KhazanahOpiniKetika Ideologi Pancasila Menjawab Kontroversi Gender
Dengarkan artikel ini
image_pdfDownload PDF

Haraktuna.com – Isu yang masih hangat tentang merebaknya problematika ajaran agama yang berkaitan dengan perempuan. Terutama Islam, banyak orang yang mulai mempertanyakan ajaran-ajaran agama, budaya, sosial, atau yang terkesan bias gender.

Misalnya, dalam beberapa persepsi pendidikan, salah satunya asumsi yang mengatakan perempuan tidak perlu sekolah tinggi-tinggi, toh nantinya juga hanya di rumah saja mengurus keluarga dan rumah. Hal ini terkesan sangat merendahkan posisi perempuan yang tidak memerlukan pendidikan yang tinggi.

Dalam hal ini, saya akan sedikit memaparkan keterkaitan antara pancasila dengan isu yang tengah merebak, kontroversial gender. Dan bagaimana Pancasila menjadi solusi atas problematika tersebut? Apakah masih relevan untuk dijadikan pedoman dalam perihal tersebut? Bagaimana Pancasila mengatasinya? Berikut penjelasannya.

Dalam Ilmu Sosial, terdapat feminisme yang berusaha melawan fenomena universal tersebut untuk menciptakan kesetaraan gender. Penelitian kualitatif dengan pendekatan feminisme ini bertujuan untuk mengetahui perkembangan kesetaraan gender di Indonesia mengingat komitmen pemerintah Indonesia dalam mencapai kesetaraan gender.
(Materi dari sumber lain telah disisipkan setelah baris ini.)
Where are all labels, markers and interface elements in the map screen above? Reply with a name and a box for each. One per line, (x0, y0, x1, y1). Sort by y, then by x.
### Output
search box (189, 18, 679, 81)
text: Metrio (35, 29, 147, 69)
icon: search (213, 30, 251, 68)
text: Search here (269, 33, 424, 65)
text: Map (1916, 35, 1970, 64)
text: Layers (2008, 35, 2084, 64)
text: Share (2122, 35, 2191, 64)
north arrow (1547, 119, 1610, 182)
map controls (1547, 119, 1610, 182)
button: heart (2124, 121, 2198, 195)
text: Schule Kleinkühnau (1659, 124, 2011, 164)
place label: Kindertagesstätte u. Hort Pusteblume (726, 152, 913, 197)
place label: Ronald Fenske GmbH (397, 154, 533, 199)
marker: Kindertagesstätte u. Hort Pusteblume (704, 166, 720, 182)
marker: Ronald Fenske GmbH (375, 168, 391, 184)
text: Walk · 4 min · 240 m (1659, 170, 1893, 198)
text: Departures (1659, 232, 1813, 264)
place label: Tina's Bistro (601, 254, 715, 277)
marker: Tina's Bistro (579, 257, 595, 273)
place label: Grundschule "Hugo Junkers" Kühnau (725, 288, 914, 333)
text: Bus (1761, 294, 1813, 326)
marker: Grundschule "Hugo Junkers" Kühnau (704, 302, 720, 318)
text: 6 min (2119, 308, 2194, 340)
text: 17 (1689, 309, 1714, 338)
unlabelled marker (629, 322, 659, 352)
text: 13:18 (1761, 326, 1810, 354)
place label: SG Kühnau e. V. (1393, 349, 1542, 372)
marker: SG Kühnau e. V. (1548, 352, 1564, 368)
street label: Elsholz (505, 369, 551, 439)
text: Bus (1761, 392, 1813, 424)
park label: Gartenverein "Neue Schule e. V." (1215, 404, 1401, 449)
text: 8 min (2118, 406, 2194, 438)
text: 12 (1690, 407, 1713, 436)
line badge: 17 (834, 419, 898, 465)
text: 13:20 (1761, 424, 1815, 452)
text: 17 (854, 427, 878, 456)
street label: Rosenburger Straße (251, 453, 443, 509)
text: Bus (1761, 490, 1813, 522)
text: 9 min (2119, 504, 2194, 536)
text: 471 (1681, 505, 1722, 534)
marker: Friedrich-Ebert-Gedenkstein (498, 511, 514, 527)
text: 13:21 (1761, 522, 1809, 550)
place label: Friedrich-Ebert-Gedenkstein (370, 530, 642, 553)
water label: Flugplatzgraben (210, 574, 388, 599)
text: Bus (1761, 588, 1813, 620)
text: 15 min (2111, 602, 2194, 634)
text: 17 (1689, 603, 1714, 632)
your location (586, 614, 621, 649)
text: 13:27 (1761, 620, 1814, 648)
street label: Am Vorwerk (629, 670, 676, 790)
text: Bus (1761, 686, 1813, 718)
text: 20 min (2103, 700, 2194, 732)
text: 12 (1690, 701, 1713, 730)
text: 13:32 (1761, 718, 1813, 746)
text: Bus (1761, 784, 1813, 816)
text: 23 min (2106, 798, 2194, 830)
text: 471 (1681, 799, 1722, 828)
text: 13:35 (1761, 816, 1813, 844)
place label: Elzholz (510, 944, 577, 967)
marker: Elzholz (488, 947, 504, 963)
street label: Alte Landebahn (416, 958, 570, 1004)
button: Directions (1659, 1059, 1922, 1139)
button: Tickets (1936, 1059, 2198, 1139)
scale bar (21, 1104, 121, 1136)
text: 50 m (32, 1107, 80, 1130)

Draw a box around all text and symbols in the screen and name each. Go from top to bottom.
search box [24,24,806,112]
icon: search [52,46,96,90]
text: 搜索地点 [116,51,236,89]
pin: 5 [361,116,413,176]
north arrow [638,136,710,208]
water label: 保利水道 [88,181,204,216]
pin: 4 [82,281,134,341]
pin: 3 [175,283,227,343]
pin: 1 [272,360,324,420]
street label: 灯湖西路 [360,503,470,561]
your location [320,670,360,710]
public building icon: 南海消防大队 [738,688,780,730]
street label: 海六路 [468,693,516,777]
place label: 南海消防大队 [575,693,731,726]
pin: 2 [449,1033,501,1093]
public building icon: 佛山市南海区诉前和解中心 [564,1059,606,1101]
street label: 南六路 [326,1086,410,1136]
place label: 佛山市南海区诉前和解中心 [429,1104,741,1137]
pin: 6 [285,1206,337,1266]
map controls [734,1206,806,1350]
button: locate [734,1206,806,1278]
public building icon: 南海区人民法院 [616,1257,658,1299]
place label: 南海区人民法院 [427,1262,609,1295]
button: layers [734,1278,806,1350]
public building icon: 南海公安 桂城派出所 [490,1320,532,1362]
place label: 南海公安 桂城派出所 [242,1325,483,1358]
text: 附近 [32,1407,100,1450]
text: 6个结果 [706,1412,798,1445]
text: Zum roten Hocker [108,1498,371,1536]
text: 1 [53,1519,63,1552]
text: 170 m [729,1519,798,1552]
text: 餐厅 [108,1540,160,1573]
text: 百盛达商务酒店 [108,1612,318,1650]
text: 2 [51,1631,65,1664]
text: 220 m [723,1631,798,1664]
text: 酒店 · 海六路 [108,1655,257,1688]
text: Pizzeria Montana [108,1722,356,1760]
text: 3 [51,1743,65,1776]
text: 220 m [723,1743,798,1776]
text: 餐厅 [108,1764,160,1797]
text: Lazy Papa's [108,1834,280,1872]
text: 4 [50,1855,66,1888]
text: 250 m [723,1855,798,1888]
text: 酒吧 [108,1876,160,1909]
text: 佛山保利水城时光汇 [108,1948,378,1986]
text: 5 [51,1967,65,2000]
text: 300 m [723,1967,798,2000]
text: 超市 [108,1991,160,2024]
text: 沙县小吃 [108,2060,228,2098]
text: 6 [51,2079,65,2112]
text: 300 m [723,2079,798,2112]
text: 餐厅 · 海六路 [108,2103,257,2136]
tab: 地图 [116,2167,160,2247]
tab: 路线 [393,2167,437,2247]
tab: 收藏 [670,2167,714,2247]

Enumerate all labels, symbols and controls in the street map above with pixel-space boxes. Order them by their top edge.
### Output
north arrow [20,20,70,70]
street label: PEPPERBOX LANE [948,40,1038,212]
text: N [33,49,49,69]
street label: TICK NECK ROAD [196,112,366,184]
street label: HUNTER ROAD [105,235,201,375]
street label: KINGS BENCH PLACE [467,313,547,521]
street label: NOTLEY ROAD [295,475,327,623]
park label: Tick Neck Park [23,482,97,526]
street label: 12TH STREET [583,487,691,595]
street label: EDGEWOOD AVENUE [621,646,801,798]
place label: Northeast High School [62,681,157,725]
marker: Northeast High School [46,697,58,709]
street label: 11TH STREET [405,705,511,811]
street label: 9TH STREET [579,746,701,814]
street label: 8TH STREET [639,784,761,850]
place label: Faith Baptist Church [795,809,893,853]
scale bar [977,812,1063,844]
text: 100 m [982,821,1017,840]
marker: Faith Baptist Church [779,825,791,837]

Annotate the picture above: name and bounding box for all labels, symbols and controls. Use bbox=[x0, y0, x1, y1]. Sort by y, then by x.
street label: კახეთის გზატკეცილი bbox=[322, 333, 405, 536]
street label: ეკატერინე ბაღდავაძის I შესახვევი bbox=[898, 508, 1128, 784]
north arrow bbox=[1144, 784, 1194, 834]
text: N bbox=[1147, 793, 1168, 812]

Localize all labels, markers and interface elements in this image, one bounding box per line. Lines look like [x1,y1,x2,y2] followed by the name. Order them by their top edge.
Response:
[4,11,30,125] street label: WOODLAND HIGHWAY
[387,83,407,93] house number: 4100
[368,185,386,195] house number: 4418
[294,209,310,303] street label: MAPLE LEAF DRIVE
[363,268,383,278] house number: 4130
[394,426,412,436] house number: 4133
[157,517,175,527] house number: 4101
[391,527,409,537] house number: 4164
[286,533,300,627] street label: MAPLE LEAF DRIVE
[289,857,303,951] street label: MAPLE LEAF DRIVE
Kajian secara historis menunjukkan bahwa di bawah kolonialisme, perempuan Indonesia mengalami diskriminasi dan perendahan martabat dalam segala aspek kehidupannya. Meskipun demikian, terdapat beberapa perempuan yang menginisiasi pemikiran dan gerakan feminisme untuk mencapai kesetaraan gender bagi perempuan Indonesia.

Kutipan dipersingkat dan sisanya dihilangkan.